**What the task requires:** Filter the listing below, keeping only the lines with the word "linejoin".

**Supplied records:**
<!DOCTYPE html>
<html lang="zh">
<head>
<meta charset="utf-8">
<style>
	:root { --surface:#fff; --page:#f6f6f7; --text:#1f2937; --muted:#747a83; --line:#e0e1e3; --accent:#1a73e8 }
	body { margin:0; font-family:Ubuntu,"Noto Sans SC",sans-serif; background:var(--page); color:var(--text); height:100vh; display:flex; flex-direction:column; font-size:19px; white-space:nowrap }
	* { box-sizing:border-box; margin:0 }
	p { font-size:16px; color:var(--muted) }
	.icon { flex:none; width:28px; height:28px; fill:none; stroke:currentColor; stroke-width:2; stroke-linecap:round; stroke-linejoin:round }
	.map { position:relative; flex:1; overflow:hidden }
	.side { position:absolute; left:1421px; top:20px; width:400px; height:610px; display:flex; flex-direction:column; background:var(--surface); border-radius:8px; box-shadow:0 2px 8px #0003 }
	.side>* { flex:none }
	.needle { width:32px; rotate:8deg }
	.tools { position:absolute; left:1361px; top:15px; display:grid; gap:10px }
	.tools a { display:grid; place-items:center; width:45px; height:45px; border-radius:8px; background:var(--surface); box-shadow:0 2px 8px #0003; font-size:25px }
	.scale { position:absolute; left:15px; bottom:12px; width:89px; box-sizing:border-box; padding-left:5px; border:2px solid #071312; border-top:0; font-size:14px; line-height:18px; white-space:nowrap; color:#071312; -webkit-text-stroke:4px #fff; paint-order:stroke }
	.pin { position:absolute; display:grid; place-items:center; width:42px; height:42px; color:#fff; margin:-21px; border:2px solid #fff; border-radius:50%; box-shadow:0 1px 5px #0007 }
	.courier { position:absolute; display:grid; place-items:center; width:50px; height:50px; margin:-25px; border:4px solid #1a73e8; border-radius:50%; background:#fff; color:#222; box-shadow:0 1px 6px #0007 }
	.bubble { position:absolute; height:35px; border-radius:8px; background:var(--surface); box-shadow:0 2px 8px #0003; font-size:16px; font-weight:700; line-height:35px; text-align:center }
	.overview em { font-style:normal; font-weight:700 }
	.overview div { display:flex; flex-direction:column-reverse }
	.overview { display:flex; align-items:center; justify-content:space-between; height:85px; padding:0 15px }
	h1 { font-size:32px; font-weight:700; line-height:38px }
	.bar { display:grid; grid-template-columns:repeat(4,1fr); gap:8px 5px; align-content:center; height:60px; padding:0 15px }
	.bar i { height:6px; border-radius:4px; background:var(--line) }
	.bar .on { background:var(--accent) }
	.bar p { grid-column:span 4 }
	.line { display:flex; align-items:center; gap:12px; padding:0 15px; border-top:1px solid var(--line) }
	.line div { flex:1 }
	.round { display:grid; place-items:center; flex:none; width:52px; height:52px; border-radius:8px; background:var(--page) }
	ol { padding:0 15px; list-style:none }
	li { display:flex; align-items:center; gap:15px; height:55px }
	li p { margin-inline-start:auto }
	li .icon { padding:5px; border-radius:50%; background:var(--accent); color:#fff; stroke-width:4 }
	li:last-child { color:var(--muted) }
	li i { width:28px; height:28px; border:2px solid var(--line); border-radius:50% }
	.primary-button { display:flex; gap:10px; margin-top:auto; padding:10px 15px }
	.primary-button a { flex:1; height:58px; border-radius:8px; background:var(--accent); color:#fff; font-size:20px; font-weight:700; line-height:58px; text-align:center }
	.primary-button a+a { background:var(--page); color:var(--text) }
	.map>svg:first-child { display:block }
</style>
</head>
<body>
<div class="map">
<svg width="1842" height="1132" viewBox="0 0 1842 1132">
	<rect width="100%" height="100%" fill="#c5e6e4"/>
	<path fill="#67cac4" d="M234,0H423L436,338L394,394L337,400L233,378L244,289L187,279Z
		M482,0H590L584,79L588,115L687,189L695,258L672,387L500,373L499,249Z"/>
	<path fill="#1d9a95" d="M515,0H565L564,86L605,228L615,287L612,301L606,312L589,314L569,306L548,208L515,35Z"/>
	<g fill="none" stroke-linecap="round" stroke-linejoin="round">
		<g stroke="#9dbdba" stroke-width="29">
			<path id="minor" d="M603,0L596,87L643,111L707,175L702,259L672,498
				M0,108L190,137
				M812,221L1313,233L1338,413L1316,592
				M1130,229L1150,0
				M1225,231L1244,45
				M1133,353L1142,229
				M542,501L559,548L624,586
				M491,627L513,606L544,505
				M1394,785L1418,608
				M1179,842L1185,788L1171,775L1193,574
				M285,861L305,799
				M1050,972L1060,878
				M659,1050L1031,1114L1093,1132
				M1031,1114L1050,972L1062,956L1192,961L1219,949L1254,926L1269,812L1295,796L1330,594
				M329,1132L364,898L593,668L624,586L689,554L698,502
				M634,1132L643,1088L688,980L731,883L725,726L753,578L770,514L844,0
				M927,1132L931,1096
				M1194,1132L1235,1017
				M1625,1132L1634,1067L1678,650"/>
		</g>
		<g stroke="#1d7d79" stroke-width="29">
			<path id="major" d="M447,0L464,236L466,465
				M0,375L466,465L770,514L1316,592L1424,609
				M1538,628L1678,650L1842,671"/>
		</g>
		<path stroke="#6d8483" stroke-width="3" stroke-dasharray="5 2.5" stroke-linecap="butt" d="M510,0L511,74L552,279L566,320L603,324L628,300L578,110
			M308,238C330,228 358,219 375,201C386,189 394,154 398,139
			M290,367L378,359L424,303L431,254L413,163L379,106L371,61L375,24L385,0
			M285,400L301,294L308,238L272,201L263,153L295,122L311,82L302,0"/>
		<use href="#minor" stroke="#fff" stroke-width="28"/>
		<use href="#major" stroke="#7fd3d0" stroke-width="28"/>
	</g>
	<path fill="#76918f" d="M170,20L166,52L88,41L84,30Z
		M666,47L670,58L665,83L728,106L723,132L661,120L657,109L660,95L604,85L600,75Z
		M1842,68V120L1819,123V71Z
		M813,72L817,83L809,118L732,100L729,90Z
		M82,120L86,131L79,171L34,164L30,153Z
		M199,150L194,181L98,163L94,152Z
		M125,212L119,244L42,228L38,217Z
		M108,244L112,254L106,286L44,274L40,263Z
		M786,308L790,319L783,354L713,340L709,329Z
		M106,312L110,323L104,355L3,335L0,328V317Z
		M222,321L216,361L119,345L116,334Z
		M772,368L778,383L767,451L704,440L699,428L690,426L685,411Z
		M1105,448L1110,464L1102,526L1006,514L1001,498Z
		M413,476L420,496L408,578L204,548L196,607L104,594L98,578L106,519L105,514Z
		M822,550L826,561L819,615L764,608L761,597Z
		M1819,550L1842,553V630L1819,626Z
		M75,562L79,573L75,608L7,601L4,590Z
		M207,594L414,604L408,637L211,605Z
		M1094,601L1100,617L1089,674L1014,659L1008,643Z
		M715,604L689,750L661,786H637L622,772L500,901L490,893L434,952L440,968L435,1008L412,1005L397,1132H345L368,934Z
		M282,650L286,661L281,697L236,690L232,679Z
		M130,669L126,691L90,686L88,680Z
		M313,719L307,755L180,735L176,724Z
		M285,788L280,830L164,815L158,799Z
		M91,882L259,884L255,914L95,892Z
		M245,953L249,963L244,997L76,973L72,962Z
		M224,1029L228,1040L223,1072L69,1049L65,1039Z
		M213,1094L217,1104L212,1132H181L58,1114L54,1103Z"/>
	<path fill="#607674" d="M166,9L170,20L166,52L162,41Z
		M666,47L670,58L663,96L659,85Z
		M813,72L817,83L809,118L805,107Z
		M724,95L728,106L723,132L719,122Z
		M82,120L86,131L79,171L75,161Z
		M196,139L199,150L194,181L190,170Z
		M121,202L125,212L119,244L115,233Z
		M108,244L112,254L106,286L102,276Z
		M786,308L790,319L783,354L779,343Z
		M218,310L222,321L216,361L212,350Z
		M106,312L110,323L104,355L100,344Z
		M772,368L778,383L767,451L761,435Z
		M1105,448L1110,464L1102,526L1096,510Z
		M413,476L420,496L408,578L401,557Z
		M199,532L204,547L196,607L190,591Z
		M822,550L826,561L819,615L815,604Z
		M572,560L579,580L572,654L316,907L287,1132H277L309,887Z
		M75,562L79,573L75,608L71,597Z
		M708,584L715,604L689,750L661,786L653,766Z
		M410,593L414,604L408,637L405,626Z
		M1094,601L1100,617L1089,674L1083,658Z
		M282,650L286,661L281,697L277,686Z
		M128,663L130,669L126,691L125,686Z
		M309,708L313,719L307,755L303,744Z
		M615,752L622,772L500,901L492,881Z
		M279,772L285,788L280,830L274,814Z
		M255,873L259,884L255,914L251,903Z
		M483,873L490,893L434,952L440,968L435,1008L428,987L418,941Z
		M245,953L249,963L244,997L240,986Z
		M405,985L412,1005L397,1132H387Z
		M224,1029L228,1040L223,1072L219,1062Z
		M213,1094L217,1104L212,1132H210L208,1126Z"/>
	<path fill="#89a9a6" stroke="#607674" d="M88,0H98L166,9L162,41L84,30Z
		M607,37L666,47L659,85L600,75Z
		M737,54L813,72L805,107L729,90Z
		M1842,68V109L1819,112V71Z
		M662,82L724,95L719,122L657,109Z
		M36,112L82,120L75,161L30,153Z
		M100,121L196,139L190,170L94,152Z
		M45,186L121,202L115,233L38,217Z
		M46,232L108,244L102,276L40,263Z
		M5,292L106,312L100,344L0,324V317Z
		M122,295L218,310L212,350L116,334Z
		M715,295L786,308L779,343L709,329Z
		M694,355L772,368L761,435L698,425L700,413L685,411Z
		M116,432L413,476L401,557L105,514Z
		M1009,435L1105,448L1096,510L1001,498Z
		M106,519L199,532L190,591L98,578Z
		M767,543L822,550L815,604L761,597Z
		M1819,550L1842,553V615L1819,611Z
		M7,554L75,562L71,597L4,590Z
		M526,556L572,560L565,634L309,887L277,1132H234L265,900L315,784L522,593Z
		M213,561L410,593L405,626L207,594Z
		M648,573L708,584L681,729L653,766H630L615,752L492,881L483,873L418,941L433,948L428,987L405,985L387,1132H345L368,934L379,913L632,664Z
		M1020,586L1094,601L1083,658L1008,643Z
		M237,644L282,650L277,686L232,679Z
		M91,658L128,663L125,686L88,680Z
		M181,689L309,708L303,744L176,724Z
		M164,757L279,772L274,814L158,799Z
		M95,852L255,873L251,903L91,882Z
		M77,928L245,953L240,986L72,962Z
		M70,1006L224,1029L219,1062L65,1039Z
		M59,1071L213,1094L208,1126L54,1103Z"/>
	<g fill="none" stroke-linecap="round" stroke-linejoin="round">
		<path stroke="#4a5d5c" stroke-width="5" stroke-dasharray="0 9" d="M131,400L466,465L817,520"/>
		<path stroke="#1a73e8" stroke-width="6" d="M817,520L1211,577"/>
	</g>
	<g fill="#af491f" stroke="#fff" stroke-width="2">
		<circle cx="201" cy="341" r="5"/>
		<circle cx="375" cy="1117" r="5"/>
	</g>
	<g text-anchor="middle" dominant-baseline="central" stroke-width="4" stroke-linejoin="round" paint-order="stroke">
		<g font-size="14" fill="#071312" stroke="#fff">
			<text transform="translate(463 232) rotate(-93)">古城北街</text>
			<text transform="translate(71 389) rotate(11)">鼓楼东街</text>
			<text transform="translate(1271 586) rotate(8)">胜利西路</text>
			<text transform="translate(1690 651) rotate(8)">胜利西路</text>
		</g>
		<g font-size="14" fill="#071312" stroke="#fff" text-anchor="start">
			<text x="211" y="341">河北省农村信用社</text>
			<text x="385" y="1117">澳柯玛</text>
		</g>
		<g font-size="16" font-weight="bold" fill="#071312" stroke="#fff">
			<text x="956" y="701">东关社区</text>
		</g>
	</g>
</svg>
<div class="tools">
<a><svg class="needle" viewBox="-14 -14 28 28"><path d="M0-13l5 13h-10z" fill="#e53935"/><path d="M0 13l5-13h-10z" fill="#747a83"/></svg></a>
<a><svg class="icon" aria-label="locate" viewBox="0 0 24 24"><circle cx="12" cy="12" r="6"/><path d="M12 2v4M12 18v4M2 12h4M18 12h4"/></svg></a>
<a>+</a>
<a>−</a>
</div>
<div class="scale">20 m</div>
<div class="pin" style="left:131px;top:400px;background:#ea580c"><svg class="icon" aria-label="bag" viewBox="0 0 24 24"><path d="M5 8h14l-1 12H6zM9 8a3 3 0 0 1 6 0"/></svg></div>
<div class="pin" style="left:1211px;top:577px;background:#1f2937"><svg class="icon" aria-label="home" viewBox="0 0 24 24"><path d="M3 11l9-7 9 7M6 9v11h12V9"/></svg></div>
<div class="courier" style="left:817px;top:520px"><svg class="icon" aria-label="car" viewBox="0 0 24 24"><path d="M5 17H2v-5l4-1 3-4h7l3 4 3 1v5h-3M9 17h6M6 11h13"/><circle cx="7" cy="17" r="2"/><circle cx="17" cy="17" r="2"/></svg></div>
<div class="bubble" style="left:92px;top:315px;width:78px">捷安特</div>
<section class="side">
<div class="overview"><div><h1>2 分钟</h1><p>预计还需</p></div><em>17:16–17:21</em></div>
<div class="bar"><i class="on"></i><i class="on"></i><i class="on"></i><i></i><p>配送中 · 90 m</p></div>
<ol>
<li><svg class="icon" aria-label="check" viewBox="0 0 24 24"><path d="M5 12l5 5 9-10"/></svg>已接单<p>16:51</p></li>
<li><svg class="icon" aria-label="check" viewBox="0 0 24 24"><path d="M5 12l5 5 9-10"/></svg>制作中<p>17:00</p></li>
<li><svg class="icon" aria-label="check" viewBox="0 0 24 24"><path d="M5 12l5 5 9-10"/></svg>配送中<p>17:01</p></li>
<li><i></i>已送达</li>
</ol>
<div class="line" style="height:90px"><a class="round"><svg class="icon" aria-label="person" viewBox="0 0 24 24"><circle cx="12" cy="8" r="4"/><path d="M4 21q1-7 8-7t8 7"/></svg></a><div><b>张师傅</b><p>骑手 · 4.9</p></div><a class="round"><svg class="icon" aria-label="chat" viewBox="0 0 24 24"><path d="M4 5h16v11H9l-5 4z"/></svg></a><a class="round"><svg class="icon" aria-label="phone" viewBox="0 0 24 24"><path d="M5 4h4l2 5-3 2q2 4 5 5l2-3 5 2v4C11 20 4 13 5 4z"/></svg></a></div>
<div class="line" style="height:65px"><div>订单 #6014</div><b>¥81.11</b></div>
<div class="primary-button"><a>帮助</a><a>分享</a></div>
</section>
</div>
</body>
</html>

**Answer:**
	.icon { flex:none; width:28px; height:28px; fill:none; stroke:currentColor; stroke-width:2; stroke-linecap:round; stroke-linejoin:round }
	<g fill="none" stroke-linecap="round" stroke-linejoin="round">
	<g fill="none" stroke-linecap="round" stroke-linejoin="round">
	<g text-anchor="middle" dominant-baseline="central" stroke-width="4" stroke-linejoin="round" paint-order="stroke">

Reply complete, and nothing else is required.